21 octobre 2006

Le pressentiment


Film intéressant bien qu'insatisfaisant : plutôt photographique, statique et lent, que vif et animé, ce n'est pas de la haute-tension, mais c'est techniquement bien fait, dévoilant avec une belle caméra, un Paris plein de poésie, parfois c'est beau mais un peu long, - comme ce plan en caméra subjective sur des pigeons occupés par un bout de pain et dont un moteur de voiture va arrêter subitement la rêverie - il apprend toutefois beaucoup sur la difficulté des relations humaines et notamment sur les préjugés des uns et des autres.

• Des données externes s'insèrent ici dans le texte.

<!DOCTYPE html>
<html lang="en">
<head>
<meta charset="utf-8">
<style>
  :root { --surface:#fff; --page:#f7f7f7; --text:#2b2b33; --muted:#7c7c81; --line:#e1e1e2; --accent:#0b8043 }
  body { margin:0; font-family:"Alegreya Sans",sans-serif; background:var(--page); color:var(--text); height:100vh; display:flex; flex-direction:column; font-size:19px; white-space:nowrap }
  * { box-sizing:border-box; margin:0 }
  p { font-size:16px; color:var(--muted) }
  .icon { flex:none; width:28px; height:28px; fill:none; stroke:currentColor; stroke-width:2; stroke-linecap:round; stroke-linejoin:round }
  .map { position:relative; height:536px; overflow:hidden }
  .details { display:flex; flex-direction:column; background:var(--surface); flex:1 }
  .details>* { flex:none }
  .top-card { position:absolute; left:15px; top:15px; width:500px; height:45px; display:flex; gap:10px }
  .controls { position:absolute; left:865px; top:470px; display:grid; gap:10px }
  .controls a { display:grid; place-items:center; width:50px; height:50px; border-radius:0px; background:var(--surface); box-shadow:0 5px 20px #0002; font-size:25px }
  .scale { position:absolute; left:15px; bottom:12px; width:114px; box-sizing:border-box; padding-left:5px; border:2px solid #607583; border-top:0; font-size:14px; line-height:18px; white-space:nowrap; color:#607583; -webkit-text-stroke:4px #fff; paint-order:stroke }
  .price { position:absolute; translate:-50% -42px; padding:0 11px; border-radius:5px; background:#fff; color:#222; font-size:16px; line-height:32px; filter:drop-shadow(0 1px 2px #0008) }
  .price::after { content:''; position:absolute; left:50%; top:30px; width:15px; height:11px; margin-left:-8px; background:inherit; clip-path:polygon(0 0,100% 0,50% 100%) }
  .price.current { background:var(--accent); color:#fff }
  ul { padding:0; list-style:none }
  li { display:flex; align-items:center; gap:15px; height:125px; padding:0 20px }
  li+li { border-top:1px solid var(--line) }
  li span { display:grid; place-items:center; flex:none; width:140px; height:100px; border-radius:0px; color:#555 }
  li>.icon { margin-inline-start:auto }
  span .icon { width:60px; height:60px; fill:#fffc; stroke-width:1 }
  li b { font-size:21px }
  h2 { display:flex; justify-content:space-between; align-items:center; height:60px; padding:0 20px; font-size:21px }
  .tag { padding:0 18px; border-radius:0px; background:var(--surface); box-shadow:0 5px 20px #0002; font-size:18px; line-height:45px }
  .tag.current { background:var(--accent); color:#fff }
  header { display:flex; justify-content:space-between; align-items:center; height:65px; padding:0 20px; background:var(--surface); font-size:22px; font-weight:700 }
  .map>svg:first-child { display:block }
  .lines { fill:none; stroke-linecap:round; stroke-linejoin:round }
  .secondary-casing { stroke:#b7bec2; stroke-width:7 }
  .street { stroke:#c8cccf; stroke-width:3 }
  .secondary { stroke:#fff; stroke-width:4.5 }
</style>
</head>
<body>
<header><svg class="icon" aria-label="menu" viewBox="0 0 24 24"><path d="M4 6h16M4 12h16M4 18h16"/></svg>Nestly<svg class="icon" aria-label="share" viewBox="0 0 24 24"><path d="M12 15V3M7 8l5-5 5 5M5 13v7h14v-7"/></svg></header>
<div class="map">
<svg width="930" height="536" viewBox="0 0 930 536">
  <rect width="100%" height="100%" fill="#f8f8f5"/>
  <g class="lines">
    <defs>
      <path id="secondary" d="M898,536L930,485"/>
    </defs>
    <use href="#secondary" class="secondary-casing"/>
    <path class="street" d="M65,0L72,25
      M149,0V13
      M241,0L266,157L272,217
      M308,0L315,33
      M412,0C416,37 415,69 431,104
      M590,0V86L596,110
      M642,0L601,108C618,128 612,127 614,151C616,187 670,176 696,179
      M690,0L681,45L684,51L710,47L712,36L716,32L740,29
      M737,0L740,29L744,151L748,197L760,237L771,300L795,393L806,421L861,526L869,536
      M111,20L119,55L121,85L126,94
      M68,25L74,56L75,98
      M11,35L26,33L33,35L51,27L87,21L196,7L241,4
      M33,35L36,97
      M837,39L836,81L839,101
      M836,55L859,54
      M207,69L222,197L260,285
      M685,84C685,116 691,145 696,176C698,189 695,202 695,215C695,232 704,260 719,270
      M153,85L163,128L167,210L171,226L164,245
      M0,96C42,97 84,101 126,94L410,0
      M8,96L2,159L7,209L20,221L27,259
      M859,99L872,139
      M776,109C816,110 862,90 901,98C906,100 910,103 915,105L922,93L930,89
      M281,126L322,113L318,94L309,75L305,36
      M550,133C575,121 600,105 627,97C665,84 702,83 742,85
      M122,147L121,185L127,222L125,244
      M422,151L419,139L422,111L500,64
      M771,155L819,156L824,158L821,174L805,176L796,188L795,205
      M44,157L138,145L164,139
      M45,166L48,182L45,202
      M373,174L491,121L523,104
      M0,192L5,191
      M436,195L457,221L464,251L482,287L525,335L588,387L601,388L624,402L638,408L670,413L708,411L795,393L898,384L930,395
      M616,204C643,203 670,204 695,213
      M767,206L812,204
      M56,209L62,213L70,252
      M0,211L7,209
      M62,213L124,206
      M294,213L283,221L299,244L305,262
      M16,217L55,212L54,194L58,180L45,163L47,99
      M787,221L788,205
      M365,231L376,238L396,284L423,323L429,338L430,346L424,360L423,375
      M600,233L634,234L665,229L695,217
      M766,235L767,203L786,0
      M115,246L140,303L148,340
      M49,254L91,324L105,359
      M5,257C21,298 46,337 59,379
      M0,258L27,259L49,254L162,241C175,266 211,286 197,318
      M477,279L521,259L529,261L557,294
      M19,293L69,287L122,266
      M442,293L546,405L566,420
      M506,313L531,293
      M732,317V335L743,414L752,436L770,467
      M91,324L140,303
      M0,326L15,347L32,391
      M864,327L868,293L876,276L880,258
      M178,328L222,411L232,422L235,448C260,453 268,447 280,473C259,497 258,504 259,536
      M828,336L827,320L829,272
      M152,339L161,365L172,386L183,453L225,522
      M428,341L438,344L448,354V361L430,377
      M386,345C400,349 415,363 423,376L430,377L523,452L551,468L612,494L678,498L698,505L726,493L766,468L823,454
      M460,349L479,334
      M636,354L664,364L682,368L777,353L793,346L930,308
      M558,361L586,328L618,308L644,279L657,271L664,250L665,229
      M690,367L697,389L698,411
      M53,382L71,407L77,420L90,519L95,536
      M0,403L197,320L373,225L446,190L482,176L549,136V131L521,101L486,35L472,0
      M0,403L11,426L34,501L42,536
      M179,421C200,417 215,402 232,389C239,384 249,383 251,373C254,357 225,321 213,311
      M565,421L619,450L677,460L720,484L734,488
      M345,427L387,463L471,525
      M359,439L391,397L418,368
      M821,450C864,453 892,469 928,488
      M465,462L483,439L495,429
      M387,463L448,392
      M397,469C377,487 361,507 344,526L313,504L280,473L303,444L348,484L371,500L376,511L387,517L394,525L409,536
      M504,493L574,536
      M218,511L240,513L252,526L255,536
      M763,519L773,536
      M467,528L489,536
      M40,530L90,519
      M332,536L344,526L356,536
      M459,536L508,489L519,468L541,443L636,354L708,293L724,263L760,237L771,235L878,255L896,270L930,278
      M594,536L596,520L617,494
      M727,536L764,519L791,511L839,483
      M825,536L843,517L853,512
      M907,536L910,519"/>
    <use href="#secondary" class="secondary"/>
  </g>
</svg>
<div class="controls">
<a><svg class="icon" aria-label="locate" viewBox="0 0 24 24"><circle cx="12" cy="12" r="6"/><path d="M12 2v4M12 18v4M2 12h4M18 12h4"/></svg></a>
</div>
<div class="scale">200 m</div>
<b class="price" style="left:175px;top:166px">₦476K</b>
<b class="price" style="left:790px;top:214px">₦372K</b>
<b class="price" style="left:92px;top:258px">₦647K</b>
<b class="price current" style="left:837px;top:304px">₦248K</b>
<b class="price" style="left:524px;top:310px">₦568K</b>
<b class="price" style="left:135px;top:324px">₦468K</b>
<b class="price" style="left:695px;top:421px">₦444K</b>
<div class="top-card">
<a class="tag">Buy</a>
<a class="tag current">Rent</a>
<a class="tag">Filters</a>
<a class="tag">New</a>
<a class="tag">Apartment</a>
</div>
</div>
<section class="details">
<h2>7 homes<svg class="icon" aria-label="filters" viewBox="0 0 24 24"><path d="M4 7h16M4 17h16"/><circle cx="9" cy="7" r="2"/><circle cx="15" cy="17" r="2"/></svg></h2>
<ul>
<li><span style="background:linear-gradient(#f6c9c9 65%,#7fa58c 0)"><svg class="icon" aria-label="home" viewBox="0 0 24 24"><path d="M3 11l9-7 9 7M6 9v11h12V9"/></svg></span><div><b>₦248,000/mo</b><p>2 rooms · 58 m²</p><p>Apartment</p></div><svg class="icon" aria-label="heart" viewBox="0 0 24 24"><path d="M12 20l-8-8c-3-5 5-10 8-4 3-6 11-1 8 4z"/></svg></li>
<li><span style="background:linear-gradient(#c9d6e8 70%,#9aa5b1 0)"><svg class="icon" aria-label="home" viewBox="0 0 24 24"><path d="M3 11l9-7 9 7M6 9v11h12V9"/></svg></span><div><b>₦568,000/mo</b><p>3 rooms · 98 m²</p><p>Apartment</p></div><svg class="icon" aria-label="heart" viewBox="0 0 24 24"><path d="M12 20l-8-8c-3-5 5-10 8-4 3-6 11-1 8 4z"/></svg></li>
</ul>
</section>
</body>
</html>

On redécouvre combien derrière ces visages que l'on croise tous les jours peut exister autant de différences et d'incompréhensions, combien d'une classe sociale à l'autre il peut exister de cloisonnements, d'univers divergents.

Bon ici, la description des classes frise un peu la caricature mais on retrouve bien l'escalier du mépris d'une marche à l'autre de la hiérarchie sociale.

Les histoires mettant en scène le choc culturel produit entre deux classes sociales sont toujours intéressantes. En partie parce qu'elles s'attachent à mettre en évidence les différences. Mais elles deviennent beaucoup plus profondes, et même souvent sublimes, lorsqu'elles montrent aussi les convergences, les transcendances intersociales, car alors on se situe dans l'universel, la matière même des grands films.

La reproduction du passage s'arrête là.